Czego to rodak nie wymyśli na wycieczce...

Krzysztof Strauchmann
Krzysztof Strauchmann
Paweł Szymkowicz: W każdej grupie, z którą jadę do Czech, jest ktoś mocno przekonany, że Czesi są do nas wrogo nastawieni.
Paweł Szymkowicz: W każdej grupie, z którą jadę do Czech, jest ktoś mocno przekonany, że Czesi są do nas wrogo nastawieni. Archiwum prywatne
Dla przewodników najgorsze są wyjazdy integracyjne.

Opolszczyzna staje się coraz bardziej popularna jako cel wycieczek krajoznawczych - zgodnie przyznają przewodnicy sudeccy PTTK. Niestety, bywa, że goście spoza województwa wpadają do nas po drodze, zwiedzić Nysę, Otmuchów, Paczków czy Opole. Za główny cel wybierają głównie Kotlinę Kłodzką albo czeskie góry.

- Bardzo często celem firmowej wycieczki integracyjnej jest wspólne imprezowanie przy alkoholu. Przewodnika zamawiają "przy okazji", czasem przewidując pół godziny na zwiedzenie Nysy czy Opola - opowiada Marcin Nowak, przewodnik z Nysy. - Oprowadzałem kiedyś grupę nauczycielek z Łodzi. Były tak zmęczone po alkoholu, że w kościele siadały na nagrobkach i trzeba im było zwracać uwagę.

Innym razem Marcin Nowak prowadził wycieczkę integracyjną na Kopę Biskupią. Zapowiadało się dobrze, bo grupa z Krakowa twierdziła, że ma doświadczenie w górach, chodzi po Tatrach, a więc z Górami Opawskimi sobie poradzi.

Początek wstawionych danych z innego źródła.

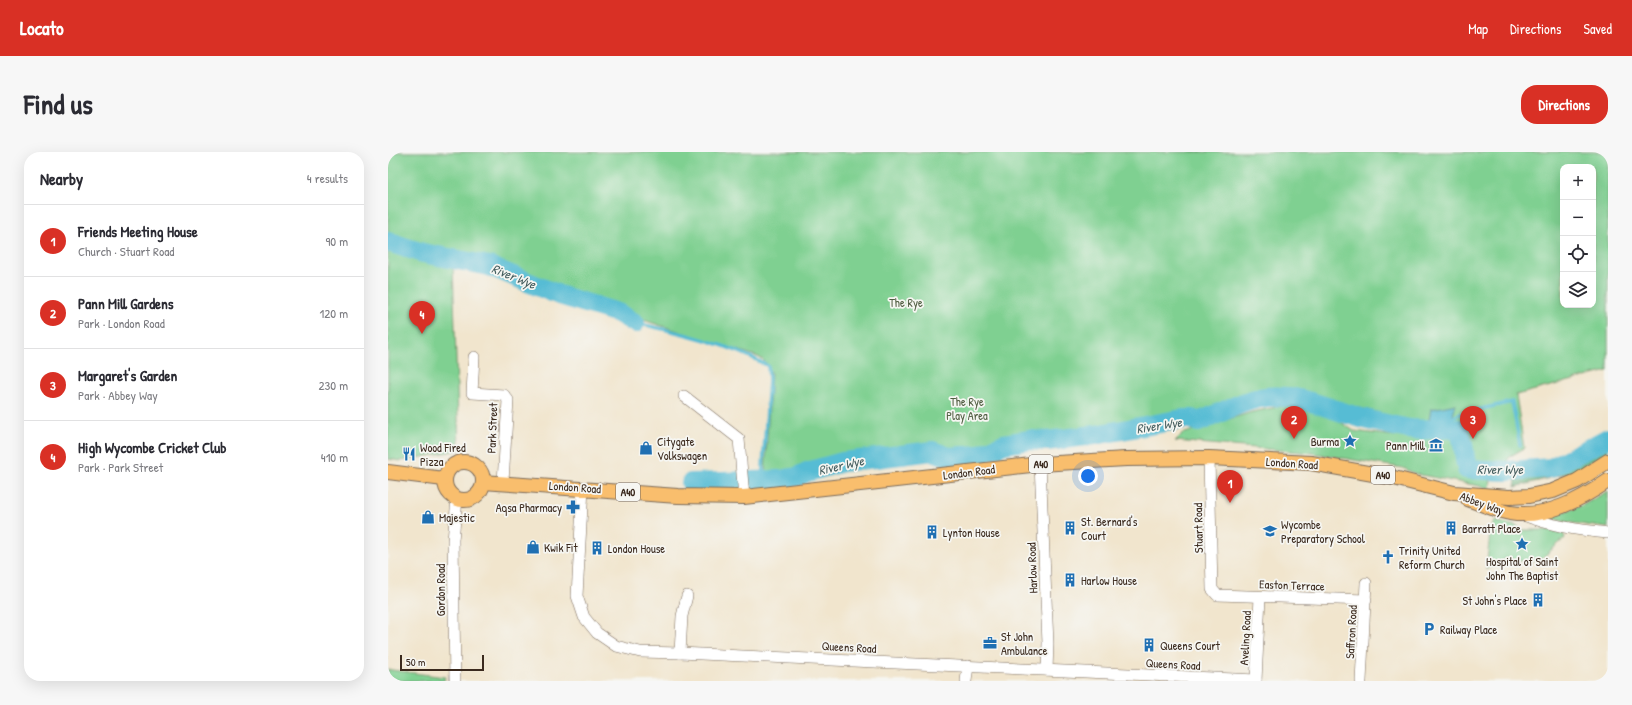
<!DOCTYPE html>
<html lang="en">
<head>
<meta charset="utf-8">
<style>
	body { margin:0; font-family:"Patrick Hand",sans-serif; background:#f7f7f7; color:#2b2b33 }
	.controls { position:absolute; right:12px; top:12px; display:grid; overflow:hidden; border-radius:8px; box-shadow:0 4px 16px #0002 }
	.controls button { width:36px; height:36px; display:grid; place-items:center; padding:0; border:0; border-bottom:1px solid #e1e1e2; background:#fff; color:#2b2b33; font:20px sans-serif }
	.scale { position:absolute; left:12px; bottom:10px; width:84px; box-sizing:border-box; padding-left:4px; border:2px solid #3b2a1e; border-top:0; font-size:11px; line-height:14px; white-space:nowrap; color:#3b2a1e; -webkit-text-stroke:3px #f6f6f2; paint-order:stroke }
	.you { position:absolute; left:700px; top:324px; width:14px; height:14px; margin:-10px; border:3px solid #fff; border-radius:50%; background:#1a73e8; box-shadow:0 0 0 6px #1a73e833 }
	.badge { display:grid; place-items:center; width:26px; height:26px; border-radius:50%; background:#d93025; color:#fff; font-size:13px; font-weight:700 }
	.pin { position:absolute; translate:-50% -33px; filter:drop-shadow(0 1px 2px #0008) }
	.pin::after { content:''; position:absolute; top:21px; width:14px; height:12px; background:inherit; clip-path:polygon(0 0,100% 0,50% 100%) }
	.list { margin:0; padding:0; list-style:none }
	h2 { display:flex; justify-content:space-between; align-items:center; height:52px; margin:0; padding:0 16px; font-size:17px }
	h2 small { font-size:13px; font-weight:400; color:#7c7c81 }
	.list li { display:grid; grid-template-columns:26px 1fr auto; gap:12px; align-items:center; box-sizing:border-box; height:72px; padding:0 16px; border-top:1px solid #e1e1e2 }
	.list b { display:block; font-size:15px; white-space:nowrap }
	.list p { margin:0; font-size:13px; white-space:nowrap; color:#7c7c81 }
	.list em { font-size:13px; font-style:normal; color:#7c7c81 }
	.icon { flex:none; width:22px; height:22px; fill:none; stroke:currentColor; stroke-width:2; stroke-linecap:round; stroke-linejoin:round }
	.map { position:relative; flex:none; width:1220px; height:529px; overflow:hidden; border-radius:16px }
	header { display:flex; align-items:center; gap:24px; box-sizing:border-box; height:56px; padding:0 20px; background:#d93025; color:#fff }
	header strong { font-size:19px }
	nav { display:flex; gap:22px; margin-inline-start:auto; font-size:14px }
	.intro { display:flex; align-items:center; justify-content:space-between; box-sizing:border-box; height:96px; padding:0 24px }
	h1 { margin:0; font-size:28px }
	.button { padding:10px 18px; border-radius:16px; background:#d93025; color:#fff; font-size:14px; font-weight:700 }
	main { display:flex; gap:24px; padding:0 24px }
	aside { flex:1; background:#fff; border-radius:16px; box-shadow:0 4px 16px #0002 }
	.map>svg:first-child { display:block }
	.green { fill:#7fd091; stroke:#5d7d58; fill-rule:evenodd }
	.forest { fill:#67b27b; stroke:#516e4c }
	.water { fill:#56bcd4; stroke:#487379 }
	.lines { fill:none; stroke-linecap:round; stroke-linejoin:round }
	.stream { stroke:#56bcd4; stroke-width:3.5 }
	.river { stroke:#56bcd4; stroke-width:20 }
	.minor-casing { stroke:#7b6b5b; stroke-width:12 }
	.major-casing { stroke:#7b6b5b; stroke-width:16 }
	.minor { stroke:#fff; stroke-width:11 }
	.major { stroke:#f9be6d; stroke-width:14 }
	.labels { text-anchor:middle; dominant-baseline:central; stroke-width:3.5; stroke-linejoin:round; paint-order:stroke }
	.shield { fill:#f6f6f2; stroke:#73675e; stroke-width:1 }
	.shield-label { font-size:11px; font-weight:bold; fill:#3b2a1e }
	.park-label { font-size:12px; fill:#4f5c40; stroke:#f6f6f2 }
	.street-label { font-size:12px; fill:#3b2a1e; stroke:#f6f6f2 }
	.poi-label { font-size:12px; fill:#3b2a1e; stroke:#f6f6f2; text-anchor:start }
	.water-label { font-size:13px; font-style:italic; fill:#445d5e; stroke:#f6f6f2 }
</style>
</head>
<body>
<header>
<strong>Locato</strong>
<nav><a>Map</a><a>Directions</a><a>Saved</a></nav>
</header>
<div class="intro"><h1>Find us</h1><a class="button">Directions</a></div>
<main>
<aside>
<h2>Nearby<small>4 results</small></h2>
<ul class="list">
<li><span class="badge">1</span><div><b>Friends Meeting House</b><p>Church · Stuart Road</p></div><em>90 m</em></li>
<li><span class="badge">2</span><div><b>Pann Mill Gardens</b><p>Park · London Road</p></div><em>120 m</em></li>
<li><span class="badge">3</span><div><b>Margaret's Garden</b><p>Park · Abbey Way</p></div><em>230 m</em></li>
<li><span class="badge">4</span><div><b>High Wycombe Cricket Club</b><p>Park · Park Street</p></div><em>410 m</em></li>
</ul>
</aside>
<div class="map">
<svg width="1220" height="529" viewBox="0 0 1220 529">
	<rect width="100%" height="100%" fill="#f6f6f2"/>
	<filter id="ink" filterUnits="userSpaceOnUse"><feTurbulence type="fractalNoise" baseFrequency=".025" numOctaves="2"/><feDisplacementMap in="SourceGraphic" scale="8" xChannelSelector="R" yChannelSelector="G"/><feConvolveMatrix kernelMatrix="1 2 1 2 8 2 1 2 1" color-interpolation-filters="sRGB"/></filter>
	<filter id="wash" filterUnits="userSpaceOnUse"><feTurbulence type="fractalNoise" baseFrequency=".012" numOctaves="4" result="noise"/><feDisplacementMap in="SourceGraphic" scale="16" xChannelSelector="R" yChannelSelector="G"/><feGaussianBlur stdDeviation="0.9" result="paint"/><feColorMatrix in="noise" values="0 0 0 0 0 0 0 0 0 0 0 0 0 0 0 0 0 1.4 0 .05"/><feComposite in="paint" operator="in"/></filter>
	<g filter="url(#wash)">
		<rect width="100%" height="100%" fill="#f1e5cd"/>
		<!-- green -->
		<g class="green">
			<path d="M0 0H1220V219L1128 243 1136 296 1121 305 1117 315 1104 316 1102 336 1028 322 1015 316 924 301 787 289 794 282 812 276 864 260 900 253 922 257 948 267 966 279 1024 286 1025 271 1022 269 926 244 905 241 884 243 853 251 831 260 717 280 598 297 498 302 445 311 425 318 406 321H377L383 222C381 212 375 206 365 203L246 165V161C232 158 221 151 207 150L91 107 45 98 0 83ZM1175 15H1205V153H1175Z"/>
			<path d="M0 98 11 102 12 100 65 113 71 298 13 309 0 307Z"/>
			<path d="M1220 339V376L1178 370 1162 366 1163 364 1195 353Z"/>
			<path d="M1106 369 1128 374 1135 378H1163L1175 381 1177 386 1154 406 1143 410 1117 407 1098 418 1102 381Z"/>
			<path d="M0 517 4 518 57 525 56 529H0Z"/>
		</g>
		<!-- forest -->
		<path class="forest" d="M1220 291V299L1188 319 1127 335 1128 328 1157 323 1195 310Z"/>
		<!-- water -->
		<path class="water" d="M1068 252 1063 271 1067 278 1064 282 1057 283 1039 277 1043 257Z"/>
		<g class="lines">
			<!-- stream -->
			<g class="stream">
				<path d="M247 171C291 180 342 192 380 214L381 227 374 328"/>
				<path d="M1062 267 1071 262 1124 250 1132 293"/>
			</g>
			<!-- river -->
			<g class="river">
				<path d="M0 90 35 101 101 114 171 143 230 161 247 171"/>
				<path d="M303 331 391 328 409 325 419 320 455 310 545 299 561 305 591 303 616 292 642 288 659 289 707 283 795 267H804L810 270C832 262 854 248 878 245 911 241 943 258 973 266 989 270 1005 274 1021 277 1037 279 1054 275 1070 277 1076 285 1076 306 1079 317L1117 319 1163 316 1220 286"/>
			</g>
		</g>
	</g>
	<g filter="url(#ink)">
		<g class="lines">
			<!-- minor casing -->
			<g class="minor-casing">
				<g id="minor">
					<path d="M86 205 84 241 116 243 120 248 115 330"/>
					<path d="M296 244 351 287 356 345"/>
					<path d="M821 306 824 437 829 443 978 448"/>
					<path d="M652 312 660 491 659 518"/>
					<path d="M195 336 189 444 196 465 209 481 228 494 252 500 292 501 868 528"/>
					<path d="M1135 363C1163 374 1190 378 1220 381"/>
					<path d="M292 501 294 464 299 444"/>
					<path d="M67 529 65 388 69 347"/>
					<path d="M578 529 580 514"/>
					<path d="M868 529 872 445"/>
					<path d="M973 529 978 431"/>
				</g>
			</g>
			<!-- major casing -->
			<g class="major-casing">
				<g id="major">
					<circle cx="76" cy="329" r="19"/>
					<path d="M0 320 56 327"/>
					<path d="M95 330 290 344 356 345 652 312 738 307 821 306 923 311 1002 325 1066 341 1121 345 1141 344 1165 339 1189 329 1220 309"/>
					<path d="M1080 347C1093 352 1108 358 1122 361 1157 367 1192 348 1220 329"/>
				</g>
			</g>
			<!-- minor -->
			<use href="#minor" class="minor"/>
			<!-- major -->
			<use href="#major" class="major"/>
		</g>
	</g>
	<!-- icons -->
	<defs>
		<g id="sight-bare" transform="scale(1.08)"><path d="M0-6L1.8-2.2L6-1.7L2.9 1.2L3.7 5.4L0 3.3L-3.7 5.4L-2.9 1.2L-6-1.7L-1.8-2.2Z" fill="#1f6fb2" stroke="#f6f6f2" stroke-width="2.5" paint-order="stroke"/></g>
		<g id="museum-bare" transform="scale(1.08)"><path d="M0-6L6-3V-2H-6V-3ZM-5-1h2V3h-2ZM-1-1h2V3h-2ZM3-1h2V3H3ZM-6 4H6V6H-6Z" fill="#1f6fb2" stroke="#f6f6f2" stroke-width="2.5" paint-order="stroke"/></g>
		<g id="shop-bare" transform="scale(1.08)"><path d="M-5-2.5h2.3a2.7 3.5 0 0 1 5.4 0H5L5.5 6h-11ZM-1.5-2.5h3a1.5 2.3 0 0 0-3 0Z" fill="#1f6fb2" stroke="#f6f6f2" stroke-width="2.5" paint-order="stroke"/></g>
		<g id="restaurant-bare" transform="scale(1.08)"><path d="M-5-6h1v4h1v-4h1v4h1v-4h1v5L-1.5 .5V6h-2V.5L-5-1ZM5-6V6H3V1.5H1.5Q1.5-4 5-6Z" fill="#1f6fb2" stroke="#f6f6f2" stroke-width="2.5" paint-order="stroke"/></g>
		<g id="pharmacy-bare" transform="scale(1.08)"><path d="M-2-6h4v4h4v4h-4v4h-4v-4h-4v-4h4Z" fill="#1f6fb2" stroke="#f6f6f2" stroke-width="2.5" paint-order="stroke"/></g>
		<g id="building-bare" transform="scale(1.08)"><path d="M-4-6H4V6H1V3H-1V6H-4ZM-2.5-4.3h1.7v1.8h-1.7ZM.8-4.3h1.7v1.8H.8ZM-2.5-1h1.7V.8h-1.7ZM.8-1h1.7V.8H.8Z" fill="#1f6fb2" stroke="#f6f6f2" stroke-width="2.5" paint-order="stroke"/></g>
		<g id="school-bare" transform="scale(1.08)"><path d="M0-5L7-2L0 1L-7-2ZM-4 1L0 2.5L4 1V4Q0 6-4 4Z" fill="#1f6fb2" stroke="#f6f6f2" stroke-width="2.5" paint-order="stroke"/></g>
		<g id="church-bare" transform="scale(1.08)"><path d="M-1.2-6h2.4v3.5h3.3v2.4h-3.3V6h-2.4V-.1h-3.3v-2.4h3.3Z" fill="#1f6fb2" stroke="#f6f6f2" stroke-width="2.5" paint-order="stroke"/></g>
		<g id="parking-bare" transform="scale(1.08)"><path d="M-3.5-5.5H1a3.5 3.5 0 0 1 0 7H-1V5.5H-3.5ZM-1-3.4V-.6H.8a1.4 1.4 0 0 0 0-2.8Z" fill="#1f6fb2" stroke="#f6f6f2" stroke-width="2.5" paint-order="stroke"/></g>
		<g id="office-bare" transform="scale(1.08)"><path d="M-6-3h4V-5.5h4V-3h4V5H-6ZM-1-4.5V-3h2v-1.5ZM-6 0V1H6V0Z" fill="#1f6fb2" stroke="#f6f6f2" stroke-width="2.5" paint-order="stroke"/></g>
	</defs>
	<g fill-rule="evenodd">
		<use href="#sight-bare" x="962" y="289"/>
		<use href="#museum-bare" x="1048" y="293"/>
		<use href="#shop-bare" x="258" y="296"/>
		<use href="#restaurant-bare" x="21" y="302"/>
		<use href="#pharmacy-bare" x="185" y="355"/>
		<use href="#shop-bare" x="40" y="365"/>
		<use href="#building-bare" x="682" y="376"/>
		<use href="#building-bare" x="1063" y="376"/>
		<use href="#school-bare" x="882" y="379"/>
		<use href="#building-bare" x="544" y="380"/>
		<use href="#sight-bare" x="1134" y="392"/>
		<use href="#shop-bare" x="145" y="395"/>
		<use href="#building-bare" x="209" y="396"/>
		<use href="#church-bare" x="1000" y="405"/>
		<use href="#building-bare" x="682" y="428"/>
		<use href="#building-bare" x="1150" y="448"/>
		<use href="#parking-bare" x="1041" y="477"/>
		<use href="#office-bare" x="602" y="491"/>
		<use href="#building-bare" x="761" y="493"/>
	</g>
	<g class="labels">
		<!-- shield labels -->
		<g class="shield">
			<rect x="641" y="303" width="24" height="18" rx="3"/>
			<rect x="983" y="314" width="24" height="18" rx="3"/>
			<rect x="228" y="331" width="24" height="18" rx="3"/>
		</g>
		<g class="shield-label">
			<text x="653" y="312">A40</text>
			<text x="995" y="323">A40</text>
			<text x="240" y="340">A40</text>
		</g>
		<!-- park labels -->
		<g class="park-label">
			<text x="518" y="150">The Rye</text>
			<text x="579" y="249">The Rye<tspan x="579" dy="14">Play Area</tspan></text>
		</g>
		<!-- street labels -->
		<g class="street-label">
			<text transform="translate(104 276) rotate(-88)">Park Street</text>
			<text transform="translate(904 311) rotate(4)">London Road</text>
			<text transform="translate(581 320) rotate(-7)">London Road</text>
			<text transform="translate(187 335) rotate(4)">London Road</text>
			<text transform="translate(1094 351) rotate(20)">Abbey Way</text>
			<text transform="translate(810 376) rotate(-91)">Stuart Road</text>
			<text transform="translate(644 416) rotate(-92)">Harlow Road</text>
			<text transform="translate(904 433) rotate(2)">Easton Terrace</text>
			<text transform="translate(52 438) rotate(-90)">Gordon Road</text>
			<text transform="translate(963 480) rotate(-87)">Saffron Road</text>
			<text transform="translate(857 486) rotate(-87)">Aveling Road</text>
			<text transform="translate(461 495) rotate(3)">Queens Road</text>
			<text transform="translate(785 512) rotate(3)">Queens Road</text>
		</g>
		<!-- poi labels -->
		<g class="poi-label">
			<text x="269" y="289">Citygate<tspan x="269" dy="14">Volkswagen</tspan></text>
			<text x="951" y="289" text-anchor="end">Burma</text>
			<text x="1037" y="293" text-anchor="end">Pann Mill</text>
			<text x="32" y="295">Wood Fired<tspan x="32" dy="14">Pizza</tspan></text>
			<text x="174" y="355" text-anchor="end">Aqsa Pharmacy</text>
			<text x="51" y="365">Majestic</text>
			<text x="693" y="369">St. Bernard's<tspan x="693" dy="14">Court</tspan></text>
			<text x="893" y="372">Wycombe<tspan x="893" dy="14">Preparatory School</tspan></text>
			<text x="1074" y="376">Barratt Place</text>
			<text x="555" y="380">Lynton House</text>
			<text x="156" y="395">Kwik Fit</text>
			<text x="220" y="396">London House</text>
			<text x="1011" y="398">Trinity United<tspan x="1011" dy="14">Reform Church</tspan></text>
			<text x="1134" y="409" text-anchor="middle">Hospital of Saint<tspan x="1134" dy="14">John The Baptist</tspan></text>
			<text x="693" y="428">Harlow House</text>
			<text x="1139" y="448" text-anchor="end">St John's Place</text>
			<text x="1052" y="477">Railway Place</text>
			<text x="613" y="484">St John<tspan x="613" dy="14">Ambulance</tspan></text>
			<text x="772" y="493">Queens Court</text>
		</g>
		<!-- water labels -->
		<g class="water-label">
			<text transform="translate(126 124) rotate(22)">River Wye</text>
			<text transform="translate(771 273) rotate(-9)">River Wye</text>
			<text transform="translate(453 313) rotate(-13)">River Wye</text>
			<text x="1112" y="317">River Wye</text>
		</g>
	</g>
</svg>
<div class="controls">
<button>+</button>
<button>−</button>
<button><svg class="icon" aria-label="locate" viewBox="0 0 24 24"><circle cx="12" cy="12" r="6"/><path d="M12 2v4M12 18v4M2 12h4M18 12h4"/></svg></button>
<button><svg class="icon" aria-label="layers" viewBox="0 0 24 24"><path d="M12 4l9 5-9 5-9-5zM3 14l9 5 9-5"/></svg></button>
</div>
<div class="scale">50 m</div>
<div class="you"></div>
<div class="pin badge" style="left:842px;top:351px">1</div>
<div class="pin badge" style="left:906px;top:287px">2</div>
<div class="pin badge" style="left:1085px;top:287px">3</div>
<div class="pin badge" style="left:34px;top:182px">4</div>
</div>
</main>
</body>
</html>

- Poszliśmy na Gwarkową Perć, gdzie trzeba się wspiąć po metalowej drabinie na skalną ścianę - opowiada przewodnik. - Większość turystów odmówiła dalszej wspinaczki. Musieliśmy wybrać inną drogę. Pół kilometra przed schroniskiem jedna z pań dostała arytmii serca. Dopiero przez telefon alarmowy GOPR udało nam się wezwać pomoc. Tymczasem jej towarzysze stwierdzili, że kobieta symuluje. Jej koledzy wcale nie chcieli jej pomóc, tylko domagali się, żeby iść dalej.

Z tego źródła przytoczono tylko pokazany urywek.